Com a idade passamos a apreciar as coisas que realmente valem a pena e tentar não despreender energia com aquilo que de fato não é necessário.
Passo breves férias no Rio Grande do Sul. Uma semana dedicada ao descanso e para tentar não pensar em nada. Escrevo de uma charmosa cabana a 14 km de Gramado no La Hacienda. Uma pousada cheia de charme e absolutamente deserta de pessoas. São 6 chalés e apenas o numero 2 está ocupado. Por mim e Leti é claro. Ter toda a atenção do staff é genial. O restaurante com apenas a nossa mesa no jantar e poder escolher a que horas o café da manhã será servido é um luxo que definitivamente me agrada. Pouca gente, pouca interação com desconhecidos e muito sossego eram exatamente do que eu precisava.
Claro que você deve estar esperando a minha costumeira reclamação. Dessa vez ela vai para os rodízios e os restaurantes all you can eat. Esse é um conceito que não me seduz mais. Na adolescência adorava as churrascarias rodízio. Comia feito um desesperado e achava tudo uma delícia. Naquela época essa era a única modalidade de rodízio que conhecia. Ouvia falar que no extinto Grupo Sérgio pizzas eram servidas nesse sistema.
Hoje o que me motivou escrever esse post foi o tão famosos Café Colonial da Serra Gaúcha. Saímos do conforto de nosso chalé com lareira acesa em direção a cidade de Gramado, mais precisamente ao Café Bela Vista. Neblina gigante, chuva e um frio de rachar convidavam a que cometesse o pecado da gula sem culpa.
Bastou que nos sentassemos para que o garçon começasse a encher a mesa com os mais variádos tipos de comida. Frango frito, bolinhas de queijo, cuca, bolo de amendoim, de cenoura com chocolate, de laranja, rocambole, presunto, pães, queijos, geléias, nata, ricota, mel, e muitas outras coisas cobriram a mesa e me deram uma certa agonia.
Estava tudo ok. Nada excepcional, como era de se esperar desse tipo de estabelecimento. A necessidade de mostrar fartura é diretamete proporcional ao desperdicio de comida. Cerca de 2/3 do que veio a mesa voltou para a cozinha. Provavelmente alguns pedaços de bolo, o frango frito e outros rangos que nem sequer foram tocados visitarão outras mesas, e quem sabe, terão um destino mais nobre.
Comi além do que gostaria e com certeza, um série de coisas que não escolheria.
Rodízios são desprezíveis e só me pegam em última instância.
Os de carne me afligem com o banho de sanque e os “aceita?” perguntados frenéticamente sem que se possa saborear absolutamente nada com calma.
Os japoneses me dão um certo nojo.
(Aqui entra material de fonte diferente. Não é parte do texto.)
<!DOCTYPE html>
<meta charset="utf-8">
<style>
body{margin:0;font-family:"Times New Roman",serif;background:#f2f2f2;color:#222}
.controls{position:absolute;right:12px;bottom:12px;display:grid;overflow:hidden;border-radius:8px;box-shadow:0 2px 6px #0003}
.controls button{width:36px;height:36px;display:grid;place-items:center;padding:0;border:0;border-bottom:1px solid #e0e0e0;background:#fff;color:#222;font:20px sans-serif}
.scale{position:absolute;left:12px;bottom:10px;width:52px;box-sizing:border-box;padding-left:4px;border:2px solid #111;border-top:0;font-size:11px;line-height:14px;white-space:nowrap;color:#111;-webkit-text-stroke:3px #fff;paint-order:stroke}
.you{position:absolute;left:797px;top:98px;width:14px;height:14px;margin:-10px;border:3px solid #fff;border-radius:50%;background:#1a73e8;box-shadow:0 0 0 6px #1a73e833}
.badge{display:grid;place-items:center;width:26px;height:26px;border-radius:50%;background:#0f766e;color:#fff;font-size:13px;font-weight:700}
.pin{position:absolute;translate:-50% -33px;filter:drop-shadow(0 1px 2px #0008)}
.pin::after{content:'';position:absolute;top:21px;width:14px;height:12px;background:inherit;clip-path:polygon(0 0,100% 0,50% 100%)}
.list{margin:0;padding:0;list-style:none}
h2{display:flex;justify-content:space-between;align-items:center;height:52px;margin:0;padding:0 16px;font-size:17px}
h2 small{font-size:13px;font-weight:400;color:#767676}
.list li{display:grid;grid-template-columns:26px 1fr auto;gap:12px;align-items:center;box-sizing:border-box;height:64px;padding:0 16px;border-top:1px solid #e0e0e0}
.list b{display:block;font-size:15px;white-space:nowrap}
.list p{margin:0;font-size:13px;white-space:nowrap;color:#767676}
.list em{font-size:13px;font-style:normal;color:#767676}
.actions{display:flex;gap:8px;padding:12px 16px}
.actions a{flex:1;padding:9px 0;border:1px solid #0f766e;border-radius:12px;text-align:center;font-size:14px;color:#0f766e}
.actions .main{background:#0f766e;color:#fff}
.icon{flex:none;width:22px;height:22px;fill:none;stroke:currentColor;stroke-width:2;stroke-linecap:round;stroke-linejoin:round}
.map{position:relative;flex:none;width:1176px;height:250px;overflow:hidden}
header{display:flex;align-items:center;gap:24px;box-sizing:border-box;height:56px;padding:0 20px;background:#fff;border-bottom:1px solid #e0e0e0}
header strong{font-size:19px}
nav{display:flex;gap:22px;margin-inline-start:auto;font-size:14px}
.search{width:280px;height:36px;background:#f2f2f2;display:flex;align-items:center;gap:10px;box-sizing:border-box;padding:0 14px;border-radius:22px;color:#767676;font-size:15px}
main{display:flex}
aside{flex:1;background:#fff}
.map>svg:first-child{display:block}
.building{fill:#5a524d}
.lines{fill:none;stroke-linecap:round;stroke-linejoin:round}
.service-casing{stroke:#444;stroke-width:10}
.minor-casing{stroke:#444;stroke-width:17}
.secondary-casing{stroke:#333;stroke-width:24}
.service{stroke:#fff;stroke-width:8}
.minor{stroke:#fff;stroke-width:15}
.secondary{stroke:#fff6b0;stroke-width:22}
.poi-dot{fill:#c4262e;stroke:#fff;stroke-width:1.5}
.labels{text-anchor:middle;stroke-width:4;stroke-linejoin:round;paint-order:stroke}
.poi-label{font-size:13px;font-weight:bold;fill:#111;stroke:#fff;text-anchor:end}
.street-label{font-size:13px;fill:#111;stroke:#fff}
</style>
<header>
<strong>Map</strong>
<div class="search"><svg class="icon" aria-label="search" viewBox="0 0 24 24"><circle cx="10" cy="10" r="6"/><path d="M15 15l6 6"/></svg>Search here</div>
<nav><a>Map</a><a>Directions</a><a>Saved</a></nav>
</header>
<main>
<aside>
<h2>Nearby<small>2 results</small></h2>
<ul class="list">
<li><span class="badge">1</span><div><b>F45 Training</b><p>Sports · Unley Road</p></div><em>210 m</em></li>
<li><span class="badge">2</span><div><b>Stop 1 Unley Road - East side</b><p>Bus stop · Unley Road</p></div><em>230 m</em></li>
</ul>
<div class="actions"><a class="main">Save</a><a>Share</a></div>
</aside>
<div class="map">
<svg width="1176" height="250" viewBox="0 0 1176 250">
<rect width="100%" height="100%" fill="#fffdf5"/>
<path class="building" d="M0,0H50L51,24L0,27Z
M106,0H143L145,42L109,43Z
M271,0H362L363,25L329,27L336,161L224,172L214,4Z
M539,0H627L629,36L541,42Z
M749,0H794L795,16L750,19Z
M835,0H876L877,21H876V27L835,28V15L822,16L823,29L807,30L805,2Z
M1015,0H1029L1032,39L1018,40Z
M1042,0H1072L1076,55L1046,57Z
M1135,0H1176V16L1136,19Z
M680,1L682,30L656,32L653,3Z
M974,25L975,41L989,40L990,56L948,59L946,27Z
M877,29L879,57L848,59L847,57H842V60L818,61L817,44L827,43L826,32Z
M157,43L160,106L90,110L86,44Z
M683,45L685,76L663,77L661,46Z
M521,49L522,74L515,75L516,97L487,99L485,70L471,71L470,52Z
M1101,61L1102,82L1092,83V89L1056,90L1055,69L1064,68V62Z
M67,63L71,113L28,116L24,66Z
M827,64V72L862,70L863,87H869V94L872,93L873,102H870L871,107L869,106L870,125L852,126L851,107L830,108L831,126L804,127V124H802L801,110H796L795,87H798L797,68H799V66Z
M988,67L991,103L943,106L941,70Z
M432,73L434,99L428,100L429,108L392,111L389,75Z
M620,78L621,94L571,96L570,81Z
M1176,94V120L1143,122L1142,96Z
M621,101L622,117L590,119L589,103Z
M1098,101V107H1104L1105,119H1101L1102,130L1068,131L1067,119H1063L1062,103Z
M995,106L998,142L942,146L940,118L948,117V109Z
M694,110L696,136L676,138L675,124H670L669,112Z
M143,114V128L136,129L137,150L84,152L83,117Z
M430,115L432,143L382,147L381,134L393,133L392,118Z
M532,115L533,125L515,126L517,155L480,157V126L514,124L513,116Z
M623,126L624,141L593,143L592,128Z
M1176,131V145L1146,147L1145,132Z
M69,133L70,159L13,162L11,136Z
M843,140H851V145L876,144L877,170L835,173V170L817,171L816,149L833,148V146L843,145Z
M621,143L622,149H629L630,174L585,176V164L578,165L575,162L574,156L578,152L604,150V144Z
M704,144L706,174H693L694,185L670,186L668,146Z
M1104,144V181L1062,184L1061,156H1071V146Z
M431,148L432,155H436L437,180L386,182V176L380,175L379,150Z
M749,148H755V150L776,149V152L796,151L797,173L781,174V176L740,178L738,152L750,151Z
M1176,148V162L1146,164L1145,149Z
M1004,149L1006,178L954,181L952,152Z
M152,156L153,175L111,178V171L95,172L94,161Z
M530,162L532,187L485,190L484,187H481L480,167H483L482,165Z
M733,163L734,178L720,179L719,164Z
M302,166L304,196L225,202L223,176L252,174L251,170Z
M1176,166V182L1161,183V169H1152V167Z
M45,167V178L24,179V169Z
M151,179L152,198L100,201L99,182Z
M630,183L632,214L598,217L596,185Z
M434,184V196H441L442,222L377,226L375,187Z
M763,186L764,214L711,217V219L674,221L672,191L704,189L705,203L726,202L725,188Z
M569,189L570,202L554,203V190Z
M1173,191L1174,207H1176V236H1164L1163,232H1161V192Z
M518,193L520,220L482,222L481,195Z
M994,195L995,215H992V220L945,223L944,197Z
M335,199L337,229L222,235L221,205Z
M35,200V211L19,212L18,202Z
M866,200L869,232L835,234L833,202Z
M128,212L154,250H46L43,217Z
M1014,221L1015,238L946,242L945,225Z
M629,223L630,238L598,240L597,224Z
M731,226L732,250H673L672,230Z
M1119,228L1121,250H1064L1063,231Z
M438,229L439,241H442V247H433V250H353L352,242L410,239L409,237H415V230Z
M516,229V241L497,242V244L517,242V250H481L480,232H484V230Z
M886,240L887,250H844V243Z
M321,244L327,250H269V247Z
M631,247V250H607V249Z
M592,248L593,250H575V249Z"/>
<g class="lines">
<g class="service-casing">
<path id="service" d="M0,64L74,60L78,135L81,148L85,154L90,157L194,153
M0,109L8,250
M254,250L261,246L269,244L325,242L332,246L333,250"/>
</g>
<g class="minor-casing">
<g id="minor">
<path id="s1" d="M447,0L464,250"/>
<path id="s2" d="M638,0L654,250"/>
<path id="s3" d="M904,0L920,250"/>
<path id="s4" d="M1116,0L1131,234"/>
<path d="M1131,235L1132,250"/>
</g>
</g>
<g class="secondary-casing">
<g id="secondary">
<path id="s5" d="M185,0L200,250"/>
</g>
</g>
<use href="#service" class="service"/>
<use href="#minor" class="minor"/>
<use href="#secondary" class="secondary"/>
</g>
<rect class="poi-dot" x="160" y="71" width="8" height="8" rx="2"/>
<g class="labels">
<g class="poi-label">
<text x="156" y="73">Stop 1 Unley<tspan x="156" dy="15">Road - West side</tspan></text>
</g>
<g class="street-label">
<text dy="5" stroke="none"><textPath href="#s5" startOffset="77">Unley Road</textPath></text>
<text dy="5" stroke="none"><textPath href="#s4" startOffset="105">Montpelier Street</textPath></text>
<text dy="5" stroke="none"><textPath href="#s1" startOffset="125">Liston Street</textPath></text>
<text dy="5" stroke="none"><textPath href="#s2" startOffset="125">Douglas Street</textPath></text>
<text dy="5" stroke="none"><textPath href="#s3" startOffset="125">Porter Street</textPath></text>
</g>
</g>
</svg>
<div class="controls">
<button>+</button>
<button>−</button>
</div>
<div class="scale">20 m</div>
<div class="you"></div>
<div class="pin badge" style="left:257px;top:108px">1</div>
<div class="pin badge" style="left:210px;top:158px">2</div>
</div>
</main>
Muito arroz, peixe de qualidade ultra duvidosa que com certeza frequentarão várias mesas se não forem fisgados por hashis corajosos.
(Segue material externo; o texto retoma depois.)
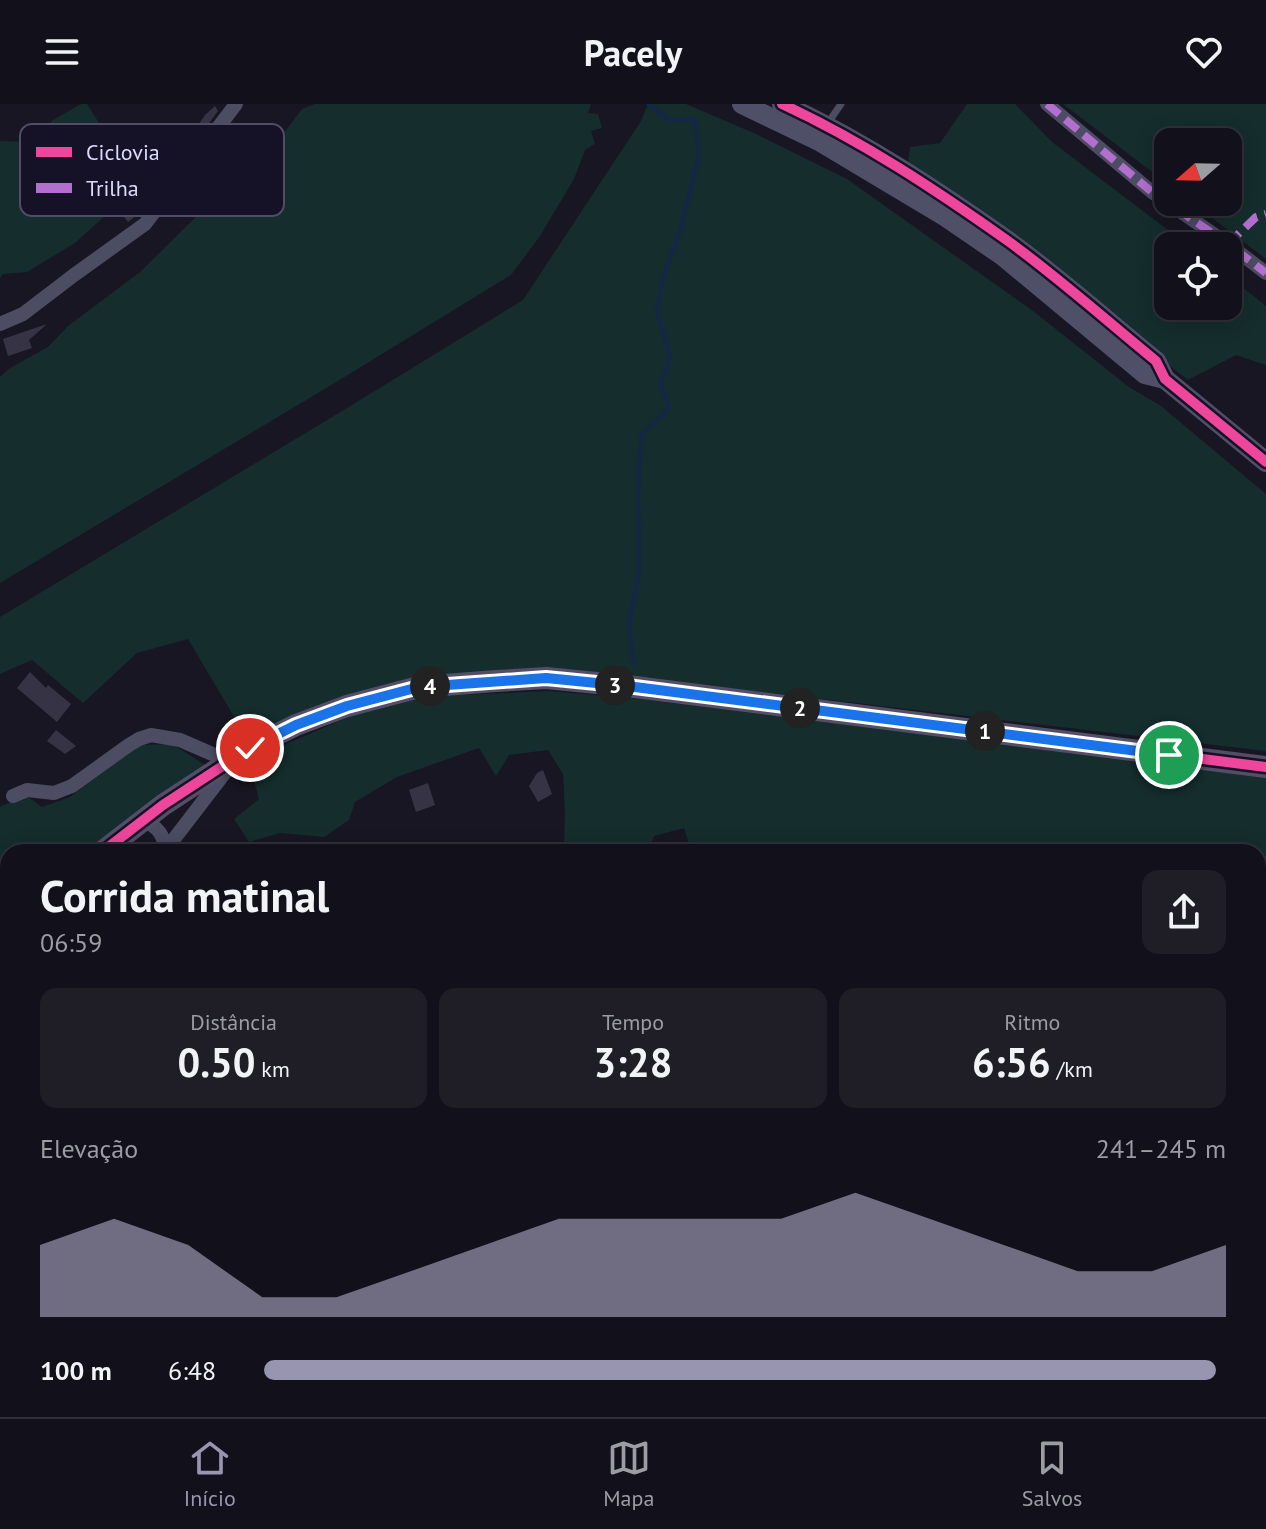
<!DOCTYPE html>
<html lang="pt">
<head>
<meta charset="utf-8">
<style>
	body { margin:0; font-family:"PT Sans",sans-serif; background:#1f1e27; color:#f1f3f6; height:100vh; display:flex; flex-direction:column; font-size:30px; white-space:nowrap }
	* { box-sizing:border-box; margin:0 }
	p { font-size:26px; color:#9c9da2 }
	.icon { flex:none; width:44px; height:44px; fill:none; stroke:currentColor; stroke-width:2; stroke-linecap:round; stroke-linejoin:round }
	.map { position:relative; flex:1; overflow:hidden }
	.drawer { position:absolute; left:0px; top:740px; width:1266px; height:574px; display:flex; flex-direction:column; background:#12101a; border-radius:24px 24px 0 0; box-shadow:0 4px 20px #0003,0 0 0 2px #313039 }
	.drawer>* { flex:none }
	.needle { width:52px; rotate:250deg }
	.fabs { position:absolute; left:1154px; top:24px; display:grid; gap:16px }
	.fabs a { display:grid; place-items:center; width:88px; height:88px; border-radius:16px; background:#12101a; box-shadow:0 4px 20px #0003,0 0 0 2px #313039; font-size:40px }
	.pin { position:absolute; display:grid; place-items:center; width:68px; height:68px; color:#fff; margin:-34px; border:4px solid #fff; border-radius:50%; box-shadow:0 2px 8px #0007 }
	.km { position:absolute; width:40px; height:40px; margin:-20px; border-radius:50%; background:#222; color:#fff; font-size:22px; line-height:40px; text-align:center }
	.round { display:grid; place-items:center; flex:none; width:84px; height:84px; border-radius:16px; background:#1f1e27 }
	.head { display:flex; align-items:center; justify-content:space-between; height:136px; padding:0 40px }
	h1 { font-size:44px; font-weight:700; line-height:60px }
	.stats { display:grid; grid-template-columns:repeat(3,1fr); gap:12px; height:136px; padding:8px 40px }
	.stats div { display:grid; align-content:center; border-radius:16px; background:#1f1e27; text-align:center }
	.stats b { font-size:40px; font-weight:700 }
	.stats small { font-size:22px; font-weight:400 }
	.stats p { font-size:22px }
	.chart { height:224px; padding:16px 40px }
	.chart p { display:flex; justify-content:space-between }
	.chart svg { width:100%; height:144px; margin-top:8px; fill:#9895b0; opacity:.7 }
	ul { padding:0 40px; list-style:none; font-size:26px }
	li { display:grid; grid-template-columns:128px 96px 1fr; align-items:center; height:60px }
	li i { height:20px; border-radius:10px; background:#9895b0 }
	header { display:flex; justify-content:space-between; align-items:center; height:104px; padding:0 40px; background:#12101a; font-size:36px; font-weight:700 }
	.tabs { display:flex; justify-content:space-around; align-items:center; height:112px; border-top:2px solid #313039; background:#12101a; font-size:22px; color:#9c9da2 }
	.tabs a { display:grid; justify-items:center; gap:4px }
	.tabs .current { color:#9895b0 }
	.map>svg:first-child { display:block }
	.green { fill:#152d2d }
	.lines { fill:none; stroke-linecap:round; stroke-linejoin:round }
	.stream { stroke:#132747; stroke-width:4 }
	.building { fill:#363444 }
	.service { stroke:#4c4c62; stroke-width:7 }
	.minor { stroke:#4c4c62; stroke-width:14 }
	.secondary { stroke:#4f4f68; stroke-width:20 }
	.primary { stroke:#544d66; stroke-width:22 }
	.quiet { stroke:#b36fd0; stroke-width:8; stroke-dasharray:16 8; stroke-linecap:butt }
	.cycleway-casing { stroke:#151127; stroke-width:15 }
	.cycleway { stroke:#ed469a; stroke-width:10 }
	.route-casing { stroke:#fff; stroke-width:16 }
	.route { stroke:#1a73e8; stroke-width:10 }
	.key { fill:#151127; stroke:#514d67; stroke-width:2 }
	.key-label { font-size:22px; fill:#dddafd }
</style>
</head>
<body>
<header><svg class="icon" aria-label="menu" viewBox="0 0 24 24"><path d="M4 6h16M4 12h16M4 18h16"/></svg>Pacely<svg class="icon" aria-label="heart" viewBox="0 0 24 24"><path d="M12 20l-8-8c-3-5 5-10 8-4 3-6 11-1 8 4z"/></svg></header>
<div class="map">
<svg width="1266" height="1313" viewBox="0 0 1266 1313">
	<rect width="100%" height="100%" fill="#181622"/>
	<!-- green -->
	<g class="green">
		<polygon points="81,0 87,0 128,65 121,91 107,110 75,139 27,168 3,170 0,174 0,37 32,38 53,16"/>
		<polygon points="315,0 591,0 588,9 598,10 602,24 591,27 595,40 585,46 574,75 540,132 511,171 333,280 0,479 0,273 10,264 48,243 68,222 140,168 216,93 269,49 302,5"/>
		<polygon points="648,0 686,0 756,30 847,75 1033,207 1129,283 1161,302 1266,390 1266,647 634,573 467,570 248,636 188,535 137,549 83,599 32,556 0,570 0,513 342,307 523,196 641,17"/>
		<polygon points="967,0 1015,0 1052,38 1189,142 1168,142 1168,202 1228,202 1228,172 1266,202 1266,261 1236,251 1188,276 908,60 910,43 940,39"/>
		<polygon points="1063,0 1266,0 1266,155 1191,98 1228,98 1228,38 1168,38 1168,80"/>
		<polygon points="547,587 623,593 1266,673 1266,1313 986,1313 993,1306 1258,1306 1258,748 692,748 684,724 654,732 649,746 569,748 564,742 565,710 563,670 548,646 509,651 496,672 479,644 397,673 355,698 349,716 324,733 280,729 249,738 234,715 259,695 252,669 256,653 351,612 419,593"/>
		<polygon points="172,640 207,662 86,748 8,748 8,804 0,810 0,703 25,691 42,703 70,693 140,641"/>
		<polygon points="8,831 8,1000 0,1006 0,838"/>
		<polygon points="8,1168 8,1292 0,1283 0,1175"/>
		<polygon points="479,1306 756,1306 819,1313 483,1313"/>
	</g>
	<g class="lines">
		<!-- stream -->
		<polyline class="stream" points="633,560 629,520 639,468 638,391 641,331 669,305 661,280 670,252 657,208 662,176 679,131 699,51 694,16 669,16 648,0"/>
	</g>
	<!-- building -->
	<g class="building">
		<polygon points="215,2 218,7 186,50 181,47 205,11"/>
		<polygon points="155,69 164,79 142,107 128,118 121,109 133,100 128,94 148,77"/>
		<polygon points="47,220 29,236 32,244 8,252 3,235"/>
		<polygon points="30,568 46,584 48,581 71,600 57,618 17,584"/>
		<polygon points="56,626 76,642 65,650 47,637"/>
		<polygon points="543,666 552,690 538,698 529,682 537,669"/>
		<polygon points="428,679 435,701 416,708 409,686"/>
	</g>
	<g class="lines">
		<!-- service -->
		<polyline class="service" points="828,19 841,0"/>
		<!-- minor -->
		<g class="minor">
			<polyline points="1047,0 1152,88 1228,140 1266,169"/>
			<polyline points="0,220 23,210 74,171 145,120 236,0"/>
			<polyline points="13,692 27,686 54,689 72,682 129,641 139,635 151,631 180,636 217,652 235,653"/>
			<path d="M143,717C160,723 163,732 167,748"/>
			<polyline points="164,748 227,666"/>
			<polyline points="0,1027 8,1021"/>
			<polyline points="264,1306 267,1313"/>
			<polyline points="414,1306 419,1313"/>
			<polyline points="843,1306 879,1313"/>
			<polyline points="308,1313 325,1306"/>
		</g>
		<!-- secondary -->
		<g class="secondary">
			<polyline points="742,0 819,37 946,113 1003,152 1145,270 1165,275 1266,358"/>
			<path d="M782,0C862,37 936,86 1008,137C1059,174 1107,217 1156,257L1165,275"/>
		</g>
		<!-- primary -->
		<g class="primary">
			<polyline points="102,748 163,701 250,644 296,621 347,602 419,583 496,577 546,574 627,582 1266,663"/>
			<polyline points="0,825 8,819"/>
		</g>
		<!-- quiet -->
		<g class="quiet">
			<polyline points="1047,0 1152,88 1228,140 1266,169"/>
			<polyline points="1228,140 1256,113 1266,110"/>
			<polyline points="392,1306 395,1313"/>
		</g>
		<defs>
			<g id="cycleway">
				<path d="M782,0C862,37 936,86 1008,137C1059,174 1107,217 1156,257L1165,275L1266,358"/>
				<polyline points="102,748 163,701 250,644 296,621 347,602 419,583 496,577 546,574 627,582 1266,663"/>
			</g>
		</defs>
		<!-- cycleway casing -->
		<use href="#cycleway" class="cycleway-casing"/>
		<!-- cycleway -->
		<use href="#cycleway" class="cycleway"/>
	</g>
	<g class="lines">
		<defs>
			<polyline id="route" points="250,644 296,621 347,602 419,583 546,574 627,582 1169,651"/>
		</defs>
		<!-- route casing -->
		<use href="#route" class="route-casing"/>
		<!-- route -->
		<use href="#route" class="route"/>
	</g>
	<!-- legend -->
	<rect x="20" y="20" width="264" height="92" rx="12" class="key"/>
	<rect x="36" y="43" width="36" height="10" fill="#ed469a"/>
	<rect x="36" y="79" width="36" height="10" fill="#b36fd0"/>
	<g class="key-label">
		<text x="86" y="56">Ciclovia</text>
		<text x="86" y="92">Trilha</text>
	</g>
</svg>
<div class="fabs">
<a><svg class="needle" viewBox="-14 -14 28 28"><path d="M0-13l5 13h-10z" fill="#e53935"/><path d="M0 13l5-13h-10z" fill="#9c9da2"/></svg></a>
<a><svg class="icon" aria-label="locate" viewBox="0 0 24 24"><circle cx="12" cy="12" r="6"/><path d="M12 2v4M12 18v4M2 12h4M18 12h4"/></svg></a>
</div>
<div class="pin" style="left:1169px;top:651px;background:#1e9e55"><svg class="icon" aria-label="arrive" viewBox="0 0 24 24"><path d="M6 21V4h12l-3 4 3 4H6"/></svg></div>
<div class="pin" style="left:250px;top:644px;background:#d93025"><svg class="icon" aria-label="check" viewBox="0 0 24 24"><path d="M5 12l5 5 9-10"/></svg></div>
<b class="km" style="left:985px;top:627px">1</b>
<b class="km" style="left:800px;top:604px">2</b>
<b class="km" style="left:615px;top:581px">3</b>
<b class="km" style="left:430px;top:582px">4</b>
<section class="drawer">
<div class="head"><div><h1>Corrida matinal</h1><p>06:59</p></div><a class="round"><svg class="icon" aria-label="share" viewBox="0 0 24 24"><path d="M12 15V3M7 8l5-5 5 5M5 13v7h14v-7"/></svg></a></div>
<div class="stats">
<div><p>Distância</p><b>0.50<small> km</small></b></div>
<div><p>Tempo</p><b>3:28</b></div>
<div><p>Ritmo</p><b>6:56<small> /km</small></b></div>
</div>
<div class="chart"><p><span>Elevação</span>241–245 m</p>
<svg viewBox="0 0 160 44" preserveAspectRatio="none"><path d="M0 44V22L10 14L20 22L30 38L40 38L50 30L60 22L70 14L80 14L90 14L100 14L110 6L120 14L130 22L140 30L150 30L160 22V44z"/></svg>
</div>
<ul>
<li><b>100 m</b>6:48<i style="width:99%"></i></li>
</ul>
</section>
</div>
<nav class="tabs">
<a class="current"><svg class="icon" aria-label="home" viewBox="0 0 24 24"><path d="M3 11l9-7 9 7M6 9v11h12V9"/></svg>Início</a>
<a><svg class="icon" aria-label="map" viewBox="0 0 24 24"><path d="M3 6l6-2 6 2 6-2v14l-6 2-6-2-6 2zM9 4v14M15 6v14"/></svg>Mapa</a>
<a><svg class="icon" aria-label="saved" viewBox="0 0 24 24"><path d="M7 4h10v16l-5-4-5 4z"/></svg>Salvos</a>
</nav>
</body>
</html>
Os de pizza são outro problema. As massudas redondas levam em geral recehios sem qualidade, e até que chegue a sua mesa um sabor que você realmente gosta, você já foi servido de pelo menos 4 pedaços que não escolheria no cardápio.
Hoje me convenci que não preciso comer nada daquilo que não quero. Ao invés de ir 3 vezes ao Aoyama, prefiro me sentar uma única vez no balcão do Nagayama. Troco um almoço fogo de Chão pelo Rubayat sem hesitar e qualquer 3 rodízios de pizza por uma redonda do Camelo.
E se for ao rodízio, por favor, não me convide.